*** Opening Input records ***

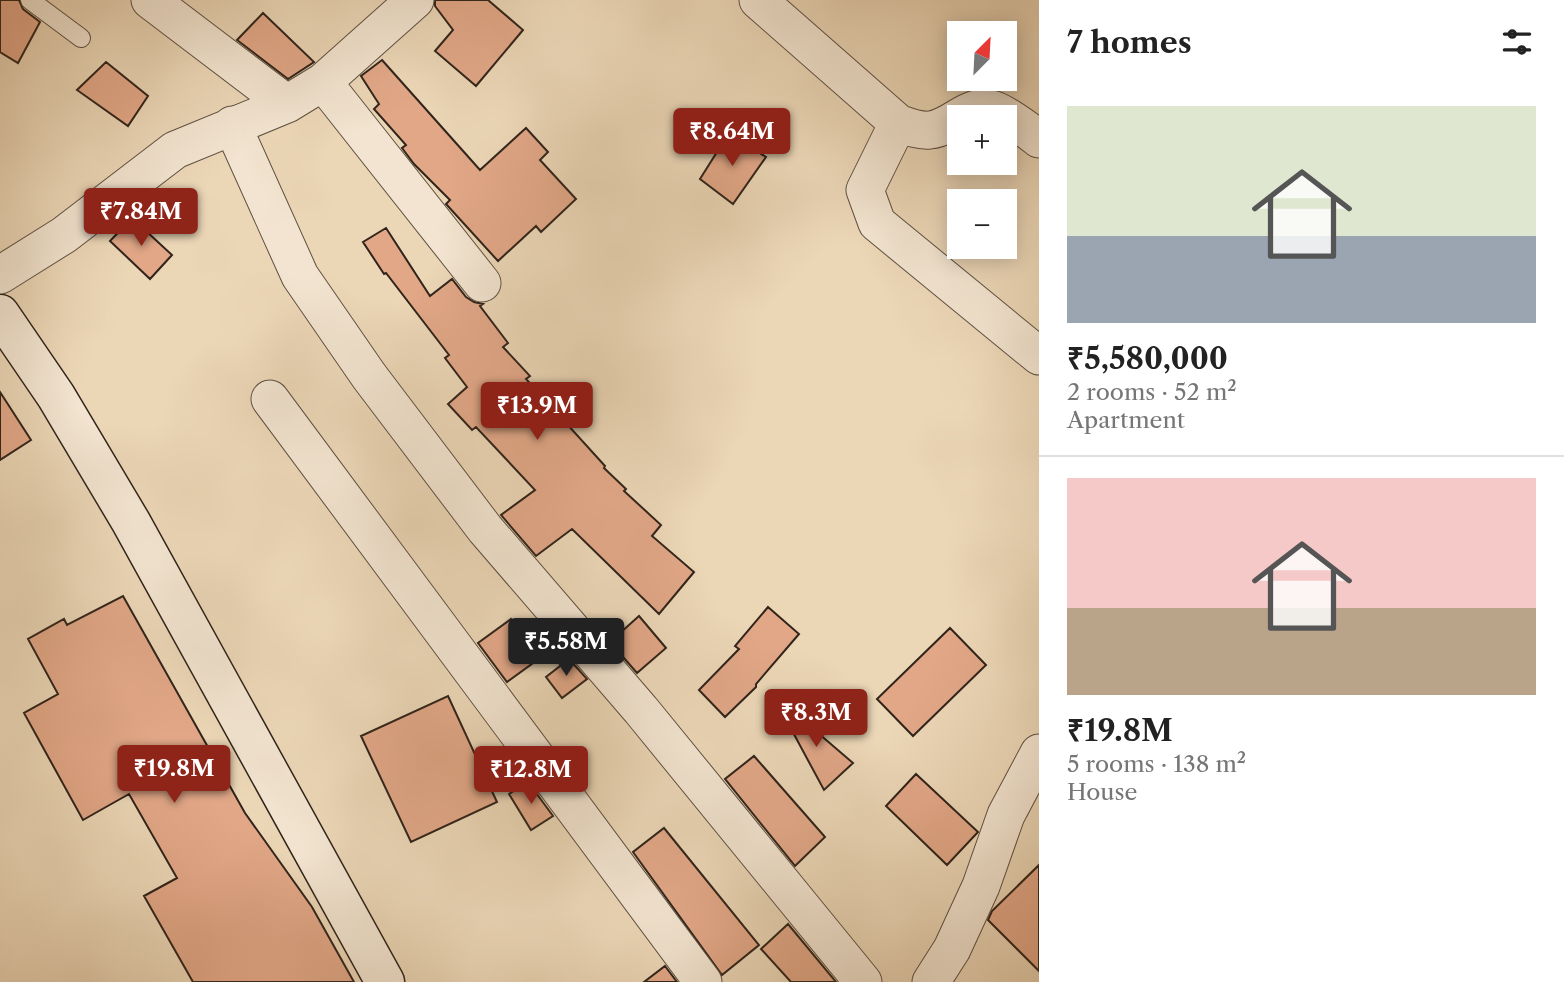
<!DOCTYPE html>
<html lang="en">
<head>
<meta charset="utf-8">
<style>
  body { margin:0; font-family:"Libre Caslon Text",serif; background:#f2f2f2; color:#222; height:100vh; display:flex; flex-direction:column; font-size:26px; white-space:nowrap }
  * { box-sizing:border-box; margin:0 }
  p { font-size:23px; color:#767676 }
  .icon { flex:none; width:38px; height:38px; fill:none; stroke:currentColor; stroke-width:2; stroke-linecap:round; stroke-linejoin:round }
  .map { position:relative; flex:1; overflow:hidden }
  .panel { display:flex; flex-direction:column; background:#fff; width:525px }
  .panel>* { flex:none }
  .needle { width:46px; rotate:24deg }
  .fabs { position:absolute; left:947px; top:21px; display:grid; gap:14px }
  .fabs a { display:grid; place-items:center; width:70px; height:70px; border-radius:0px; background:#fff; box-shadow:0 4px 18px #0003; font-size:35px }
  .price { position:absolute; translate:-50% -60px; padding:0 16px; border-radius:7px; background:#8f2418; color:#fff; font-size:23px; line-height:46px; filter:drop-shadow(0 2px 4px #0008) }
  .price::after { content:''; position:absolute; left:50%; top:42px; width:21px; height:16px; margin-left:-10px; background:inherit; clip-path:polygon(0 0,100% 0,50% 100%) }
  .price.on { background:#222; color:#fff }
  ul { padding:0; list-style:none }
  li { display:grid; align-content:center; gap:14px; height:371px; padding:0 28px }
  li+li { border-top:2px solid #e0e0e0 }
  li span { display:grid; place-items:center; height:217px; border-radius:0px; color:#555 }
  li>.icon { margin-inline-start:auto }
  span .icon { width:126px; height:126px; fill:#fffc; stroke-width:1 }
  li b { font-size:30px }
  h2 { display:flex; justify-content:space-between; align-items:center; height:84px; padding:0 28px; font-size:30px }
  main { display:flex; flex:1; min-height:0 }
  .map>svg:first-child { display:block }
  .building { fill:#e1a787; stroke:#30241b; stroke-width:2 }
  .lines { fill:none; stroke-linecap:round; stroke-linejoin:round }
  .lane-casing { stroke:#5f5042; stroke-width:20 }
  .street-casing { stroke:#5f5042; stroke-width:39 }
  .secondary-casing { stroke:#30241b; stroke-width:41 }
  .lane { stroke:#f2e4d0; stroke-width:18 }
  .street { stroke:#f2e4d0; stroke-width:37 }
  .secondary { stroke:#f2e4d0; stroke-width:38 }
</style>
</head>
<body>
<main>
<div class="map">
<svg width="1039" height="982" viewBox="0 0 1039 982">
  <rect width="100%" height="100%" fill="#ebd6b6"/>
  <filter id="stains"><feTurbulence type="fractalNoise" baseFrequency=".00286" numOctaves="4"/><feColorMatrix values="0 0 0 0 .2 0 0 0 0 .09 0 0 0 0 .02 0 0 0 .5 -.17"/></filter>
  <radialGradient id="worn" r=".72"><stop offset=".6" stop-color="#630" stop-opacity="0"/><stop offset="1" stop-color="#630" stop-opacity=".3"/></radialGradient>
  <path class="building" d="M 0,0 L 19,0 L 23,9 L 40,22 L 18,63 L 0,52 Z
    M 435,0 L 488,0 L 523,30 L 476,86 L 435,51 L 453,30 L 435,6 Z
    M 263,13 L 314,62 L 288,79 L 237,40 Z
    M 382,60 L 480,170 L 526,128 L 548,152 L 540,160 L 576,199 L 541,232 L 536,226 L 498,261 L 446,204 L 450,200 L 414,164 L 402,148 L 406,145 L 374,109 L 379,104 L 361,76 Z
    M 106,62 L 148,96 L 128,126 L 77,90 Z
    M 729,133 L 766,157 L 733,204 L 700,179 Z
    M 132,218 L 172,255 L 150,279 L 110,241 Z
    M 386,228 L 430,296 L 452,279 L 466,297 L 474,302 L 483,304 L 480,306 L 508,343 L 503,347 L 530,376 L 526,379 L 605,466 L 604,468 L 626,489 L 624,491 L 661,525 L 652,536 L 694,572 L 659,614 L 572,529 L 536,556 L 501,515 L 535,490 L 476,427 L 472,430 L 448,404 L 467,387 L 445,358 L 449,355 L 386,273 L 384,274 L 363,242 Z
    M 0,392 L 31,440 L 0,460 Z
    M 123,596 L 245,813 L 312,907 L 354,982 L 193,982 L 144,896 L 177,878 L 129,794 L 83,820 L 24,713 L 58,694 L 28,639 L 64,619 L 67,625 Z
    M 768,607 L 799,634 L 756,684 L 756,687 L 725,717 L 699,690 L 739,649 L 735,646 Z
    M 639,616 L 666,648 L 637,673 L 610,642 Z
    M 511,619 L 540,658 L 507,682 L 478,643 Z
    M 950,628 L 986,665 L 913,736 L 877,699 Z
    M 569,659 L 587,679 L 562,698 L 546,677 Z
    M 448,696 L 497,802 L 411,842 L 361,736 Z
    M 776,697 L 853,763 L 824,790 L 775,699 Z
    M 754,756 L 825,837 L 795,866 L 725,779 Z
    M 916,774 L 978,832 L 947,865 L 886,806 Z
    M 528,782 L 553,816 L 531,830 L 509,794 Z
    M 664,828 L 759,945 L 722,975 L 633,852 Z
    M 1039,865 L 1039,971 L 988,920 L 992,911 Z
    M 788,924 L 836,982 L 791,982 L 761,949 Z
    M 665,966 L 677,982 L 644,982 Z"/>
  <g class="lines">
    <g class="lane-casing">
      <path id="lane" d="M 30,0 L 81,38"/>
    </g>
    <g class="street-casing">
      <path id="street" d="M 150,0 L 287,104
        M 758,0 L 898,123 C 909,127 919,131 930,130 C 955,127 970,99 997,111 C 1012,118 1026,129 1039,139
        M 323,82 L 482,283
        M 898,123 L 865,190 L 877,223 L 1039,356
        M 232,125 L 300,276 L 369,376 L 485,529 L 641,710 L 863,982
        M 0,275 L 64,235 L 175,150 L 287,104 L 323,82 L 415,0
        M 270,399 L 703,982
        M 931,982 L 952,949 L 981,886 L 1006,815 L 1039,753"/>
    </g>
    <g class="secondary-casing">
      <path id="secondary" d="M 0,314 L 56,396 L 131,522 L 385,982"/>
    </g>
    <use href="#lane" class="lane"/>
    <use href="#street" class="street"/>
    <use href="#secondary" class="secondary"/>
  </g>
  <rect width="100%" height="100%" filter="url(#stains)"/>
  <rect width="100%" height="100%" fill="url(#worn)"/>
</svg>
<div class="fabs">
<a><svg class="needle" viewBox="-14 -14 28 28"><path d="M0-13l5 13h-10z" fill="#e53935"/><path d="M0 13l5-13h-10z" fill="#767676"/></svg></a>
<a>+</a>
<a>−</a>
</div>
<b class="price" style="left:732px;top:168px">₹8.64M</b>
<b class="price" style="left:141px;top:248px">₹7.84M</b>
<b class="price" style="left:537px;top:442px">₹13.9M</b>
<b class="price on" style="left:566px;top:678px">₹5.58M</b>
<b class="price" style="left:816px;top:749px">₹8.3M</b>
<b class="price" style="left:174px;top:805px">₹19.8M</b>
<b class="price" style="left:531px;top:806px">₹12.8M</b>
</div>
<section class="panel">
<h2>7 homes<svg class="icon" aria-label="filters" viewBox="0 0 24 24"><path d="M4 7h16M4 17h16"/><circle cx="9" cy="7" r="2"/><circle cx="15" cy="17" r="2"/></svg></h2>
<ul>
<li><span style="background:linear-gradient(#dfe7d0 60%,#9aa5b1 0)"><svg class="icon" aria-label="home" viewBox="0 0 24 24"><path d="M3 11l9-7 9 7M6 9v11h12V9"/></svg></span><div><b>₹5,580,000</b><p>2 rooms · 52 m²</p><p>Apartment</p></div></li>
<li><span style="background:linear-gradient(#f6c9c9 60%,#b9a48a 0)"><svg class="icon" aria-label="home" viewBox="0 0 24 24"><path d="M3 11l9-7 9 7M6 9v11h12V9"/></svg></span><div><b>₹19.8M</b><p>5 rooms · 138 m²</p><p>House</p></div></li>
</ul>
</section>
</main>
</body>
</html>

*** Closing Input records ***

* Task to complete:
In the material above, find each line containing the word "none" and copy it.

* The completed task:
  .icon { flex:none; width:38px; height:38px; fill:none; stroke:currentColor; stroke-width:2; stroke-linecap:round; stroke-linejoin:round }
  .panel>* { flex:none }
  ul { padding:0; list-style:none }
  .lines { fill:none; stroke-linecap:round; stroke-linejoin:round }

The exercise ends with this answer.